▶ [Data excerpts]
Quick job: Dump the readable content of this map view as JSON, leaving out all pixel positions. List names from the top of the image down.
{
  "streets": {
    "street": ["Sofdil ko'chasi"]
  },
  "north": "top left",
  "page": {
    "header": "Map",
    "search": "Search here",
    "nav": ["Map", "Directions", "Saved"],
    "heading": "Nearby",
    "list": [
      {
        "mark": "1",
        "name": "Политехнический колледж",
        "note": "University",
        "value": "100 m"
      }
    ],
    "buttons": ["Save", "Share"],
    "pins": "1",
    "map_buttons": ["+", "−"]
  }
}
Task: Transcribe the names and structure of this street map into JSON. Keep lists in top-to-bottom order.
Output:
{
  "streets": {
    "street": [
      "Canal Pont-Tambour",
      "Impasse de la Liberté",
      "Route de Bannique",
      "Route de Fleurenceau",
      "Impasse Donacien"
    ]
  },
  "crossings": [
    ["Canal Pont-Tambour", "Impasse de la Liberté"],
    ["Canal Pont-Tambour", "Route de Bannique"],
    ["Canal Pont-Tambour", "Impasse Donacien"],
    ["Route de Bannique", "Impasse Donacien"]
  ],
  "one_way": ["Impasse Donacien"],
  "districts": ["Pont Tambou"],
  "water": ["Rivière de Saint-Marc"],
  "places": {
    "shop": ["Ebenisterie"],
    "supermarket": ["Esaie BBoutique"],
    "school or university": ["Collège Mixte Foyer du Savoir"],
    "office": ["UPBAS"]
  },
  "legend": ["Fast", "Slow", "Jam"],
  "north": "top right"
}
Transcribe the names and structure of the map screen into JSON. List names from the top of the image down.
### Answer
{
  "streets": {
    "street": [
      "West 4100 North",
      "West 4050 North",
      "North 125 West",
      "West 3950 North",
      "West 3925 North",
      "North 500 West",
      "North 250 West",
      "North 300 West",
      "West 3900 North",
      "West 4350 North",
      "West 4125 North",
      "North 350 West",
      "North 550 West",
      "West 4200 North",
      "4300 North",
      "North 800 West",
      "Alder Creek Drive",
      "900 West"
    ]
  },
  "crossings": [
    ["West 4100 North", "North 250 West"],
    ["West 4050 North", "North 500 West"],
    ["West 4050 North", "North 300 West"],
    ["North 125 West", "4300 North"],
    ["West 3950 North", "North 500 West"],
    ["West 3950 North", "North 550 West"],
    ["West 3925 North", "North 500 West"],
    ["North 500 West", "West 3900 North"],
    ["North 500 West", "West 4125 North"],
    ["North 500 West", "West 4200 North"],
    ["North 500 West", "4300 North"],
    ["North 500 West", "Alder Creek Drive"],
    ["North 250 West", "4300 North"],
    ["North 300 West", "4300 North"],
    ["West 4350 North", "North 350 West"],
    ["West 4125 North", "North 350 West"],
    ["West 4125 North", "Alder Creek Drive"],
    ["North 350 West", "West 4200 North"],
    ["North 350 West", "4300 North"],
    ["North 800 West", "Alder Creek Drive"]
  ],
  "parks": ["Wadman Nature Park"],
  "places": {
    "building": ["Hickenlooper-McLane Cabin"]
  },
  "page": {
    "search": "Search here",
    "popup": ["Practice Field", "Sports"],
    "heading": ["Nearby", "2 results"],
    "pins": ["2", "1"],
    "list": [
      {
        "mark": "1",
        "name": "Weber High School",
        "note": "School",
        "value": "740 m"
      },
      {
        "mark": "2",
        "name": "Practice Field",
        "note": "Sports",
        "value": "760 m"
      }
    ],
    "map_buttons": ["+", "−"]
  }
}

▶ [Exercise brief] Go through the records above and, whenever a line includes the word "Alder", copy it.

▶ [Answer for this exercise]
      "Alder Creek Drive",
    ["North 500 West", "Alder Creek Drive"],
    ["West 4125 North", "Alder Creek Drive"],
    ["North 800 West", "Alder Creek Drive"]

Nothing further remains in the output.